Highly Phosphorescent Cyclometalated Iridium(III) Complexes for Optoelectronic Applications: Fine Tuning of the Emission Wavelength through Ancillary Ligands

A series of novel, highly phosphorescent cyclometalated iridium­(III) complexes of type [(X2C^N)2Ir­(Q2bpy)]+PF6– (where X2C^N is 2-phenylpyridine or 2-(2,4-difluorophenyl)­pyridine anion and Q2bpy are 4,4′-bifunctionalized 2,2′-bipyridines) is presented. The complexes were fully characterized by means of NMR spectroscopy, high-resolution mass spectrometry (HRMS), cyclic voltammetry, and UV–vis. For several compounds also the crystallographic structures were obtained. The cyclometalates exhibited efficient photoluminescence at 298 K both in solution and in the solid state with good intensity and color purity. The emission wavelength range covered almost the whole visible spectrum and was strongly correlated with the EWG/ERG character of the Q substituent in the ancillary ligand. For further insight into the electronic structure of the complexes, a comprehensive electrochemical support (CV) was introduced, and finally, it was confronted with theoretical background using a density functional theory approach together with time-dependent calculations of the excited states.
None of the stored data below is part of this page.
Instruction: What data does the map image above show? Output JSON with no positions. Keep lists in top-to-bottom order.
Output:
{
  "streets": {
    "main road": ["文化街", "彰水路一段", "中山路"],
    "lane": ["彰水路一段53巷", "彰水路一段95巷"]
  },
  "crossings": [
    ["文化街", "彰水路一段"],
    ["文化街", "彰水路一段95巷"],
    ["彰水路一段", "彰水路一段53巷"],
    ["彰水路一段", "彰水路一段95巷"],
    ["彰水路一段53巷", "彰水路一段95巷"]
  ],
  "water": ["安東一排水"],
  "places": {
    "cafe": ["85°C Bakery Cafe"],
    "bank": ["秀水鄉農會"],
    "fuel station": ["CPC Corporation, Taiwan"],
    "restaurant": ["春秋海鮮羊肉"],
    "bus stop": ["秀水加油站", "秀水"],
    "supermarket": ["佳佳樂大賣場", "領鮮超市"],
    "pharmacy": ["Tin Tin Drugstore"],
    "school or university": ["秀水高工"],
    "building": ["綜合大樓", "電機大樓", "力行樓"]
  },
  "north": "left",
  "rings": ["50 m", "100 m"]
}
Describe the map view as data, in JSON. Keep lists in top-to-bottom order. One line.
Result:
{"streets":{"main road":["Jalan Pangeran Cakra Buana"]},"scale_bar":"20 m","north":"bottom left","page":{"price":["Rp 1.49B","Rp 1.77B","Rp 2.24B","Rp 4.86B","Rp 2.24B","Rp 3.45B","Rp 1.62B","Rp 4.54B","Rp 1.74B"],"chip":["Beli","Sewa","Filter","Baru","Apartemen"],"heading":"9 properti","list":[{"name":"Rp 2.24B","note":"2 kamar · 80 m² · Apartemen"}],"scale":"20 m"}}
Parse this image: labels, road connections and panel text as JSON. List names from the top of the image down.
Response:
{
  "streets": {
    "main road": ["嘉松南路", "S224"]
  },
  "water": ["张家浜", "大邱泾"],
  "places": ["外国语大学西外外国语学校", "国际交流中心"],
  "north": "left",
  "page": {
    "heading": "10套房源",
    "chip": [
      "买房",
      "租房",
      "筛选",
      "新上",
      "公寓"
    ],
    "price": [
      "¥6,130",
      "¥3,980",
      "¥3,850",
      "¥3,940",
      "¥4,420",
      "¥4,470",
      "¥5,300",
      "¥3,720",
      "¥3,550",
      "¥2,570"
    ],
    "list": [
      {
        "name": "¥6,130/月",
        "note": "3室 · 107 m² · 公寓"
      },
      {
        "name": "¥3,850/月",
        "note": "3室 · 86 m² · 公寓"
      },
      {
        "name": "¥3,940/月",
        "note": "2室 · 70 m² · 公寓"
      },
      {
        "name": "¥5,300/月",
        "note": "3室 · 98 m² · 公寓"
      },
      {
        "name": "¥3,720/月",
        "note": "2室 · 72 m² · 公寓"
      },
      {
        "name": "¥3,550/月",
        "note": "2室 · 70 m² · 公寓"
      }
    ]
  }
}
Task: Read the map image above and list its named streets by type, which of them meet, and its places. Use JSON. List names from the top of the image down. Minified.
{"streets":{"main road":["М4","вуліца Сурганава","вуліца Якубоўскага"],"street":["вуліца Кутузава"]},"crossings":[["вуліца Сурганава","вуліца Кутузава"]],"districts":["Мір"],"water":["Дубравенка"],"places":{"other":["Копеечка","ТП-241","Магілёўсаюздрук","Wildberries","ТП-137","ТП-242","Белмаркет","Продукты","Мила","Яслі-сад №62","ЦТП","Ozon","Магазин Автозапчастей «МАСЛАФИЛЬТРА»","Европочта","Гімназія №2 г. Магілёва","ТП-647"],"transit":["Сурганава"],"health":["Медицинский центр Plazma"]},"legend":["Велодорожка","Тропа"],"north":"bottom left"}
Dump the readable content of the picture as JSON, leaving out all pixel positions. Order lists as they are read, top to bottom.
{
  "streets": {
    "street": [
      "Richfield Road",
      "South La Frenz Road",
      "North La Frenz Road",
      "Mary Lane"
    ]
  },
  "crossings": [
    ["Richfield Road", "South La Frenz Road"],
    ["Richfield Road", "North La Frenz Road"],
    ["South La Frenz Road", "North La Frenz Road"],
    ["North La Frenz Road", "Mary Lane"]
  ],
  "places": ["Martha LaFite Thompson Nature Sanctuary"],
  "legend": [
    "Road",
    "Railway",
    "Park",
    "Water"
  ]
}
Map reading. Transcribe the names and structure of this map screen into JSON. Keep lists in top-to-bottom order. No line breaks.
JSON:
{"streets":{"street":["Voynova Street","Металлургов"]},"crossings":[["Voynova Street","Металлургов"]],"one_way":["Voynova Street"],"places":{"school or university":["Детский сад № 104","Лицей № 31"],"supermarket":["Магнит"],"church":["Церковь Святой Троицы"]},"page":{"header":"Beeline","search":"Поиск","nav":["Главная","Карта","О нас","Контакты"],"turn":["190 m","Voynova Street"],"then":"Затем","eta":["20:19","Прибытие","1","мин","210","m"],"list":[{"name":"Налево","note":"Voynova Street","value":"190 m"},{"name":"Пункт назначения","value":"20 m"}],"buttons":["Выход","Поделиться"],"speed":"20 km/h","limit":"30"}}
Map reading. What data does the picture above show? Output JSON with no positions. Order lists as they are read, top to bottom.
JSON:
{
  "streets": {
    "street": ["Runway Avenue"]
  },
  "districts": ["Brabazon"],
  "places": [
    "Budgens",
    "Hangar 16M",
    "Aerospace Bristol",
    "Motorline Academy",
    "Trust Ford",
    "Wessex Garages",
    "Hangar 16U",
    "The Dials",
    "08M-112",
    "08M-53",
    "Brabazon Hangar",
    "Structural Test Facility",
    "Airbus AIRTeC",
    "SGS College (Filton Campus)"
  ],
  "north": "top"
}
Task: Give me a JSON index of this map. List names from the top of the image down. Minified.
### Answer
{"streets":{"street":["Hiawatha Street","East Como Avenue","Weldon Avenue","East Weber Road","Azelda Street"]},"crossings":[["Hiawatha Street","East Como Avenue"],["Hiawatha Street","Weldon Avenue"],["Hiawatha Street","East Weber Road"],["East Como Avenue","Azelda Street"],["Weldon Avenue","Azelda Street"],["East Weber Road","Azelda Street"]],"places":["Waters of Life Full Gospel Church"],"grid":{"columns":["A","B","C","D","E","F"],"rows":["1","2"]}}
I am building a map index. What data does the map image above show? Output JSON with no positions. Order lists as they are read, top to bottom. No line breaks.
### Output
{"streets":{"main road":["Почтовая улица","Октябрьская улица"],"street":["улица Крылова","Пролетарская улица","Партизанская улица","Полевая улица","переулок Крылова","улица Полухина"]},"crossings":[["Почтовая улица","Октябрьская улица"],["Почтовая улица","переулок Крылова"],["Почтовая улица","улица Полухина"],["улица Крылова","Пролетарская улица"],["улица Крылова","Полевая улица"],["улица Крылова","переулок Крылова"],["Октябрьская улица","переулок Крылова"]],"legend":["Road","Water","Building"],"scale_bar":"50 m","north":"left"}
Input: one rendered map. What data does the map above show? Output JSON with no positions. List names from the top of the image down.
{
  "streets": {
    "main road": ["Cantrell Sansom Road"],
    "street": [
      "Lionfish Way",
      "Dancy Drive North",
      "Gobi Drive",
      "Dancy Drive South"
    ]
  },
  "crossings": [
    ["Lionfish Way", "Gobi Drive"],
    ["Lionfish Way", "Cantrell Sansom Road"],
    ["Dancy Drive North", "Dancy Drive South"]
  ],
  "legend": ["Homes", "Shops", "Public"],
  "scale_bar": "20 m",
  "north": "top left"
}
本文报道了一系列新型高磷光环金属化铱(III)配合物，其通式为[(X₂C^N)₂Ir(Q₂bpy)]⁺PF₆⁻（其中X₂C^N为2-苯基吡啶或2-(2,4-二氟苯基)吡啶阴离子，Q₂bpy为4,4′-双官能化2,2′-联吡啶）。该系列配合物通过核磁共振波谱、高分辨质谱（high-resolution mass spectrometry, HRMS）、循环伏安法（cyclic voltammetry, CV）以及紫外-可见光谱（UV–vis）完成了全面表征。针对部分化合物，还解析得到了其晶体结构。此类环金属化配合物在298 K条件下，于溶液及固态中均展现出高效的光致发光特性，发光强度优异且色纯度良好。其发射波长范围覆盖了几乎整个可见光光谱，且与辅助配体中Q取代基的吸电子基团（electron-withdrawing group, EWG）/给电子基团（electron-donating group, ERG）特性存在显著相关性。为进一步深入探究该类配合物的电子结构，本文引入了循环伏安法的综合电化学表征，并结合密度泛函理论（density functional theory）方法与激发态含时计算的理论框架开展了对比验证分析。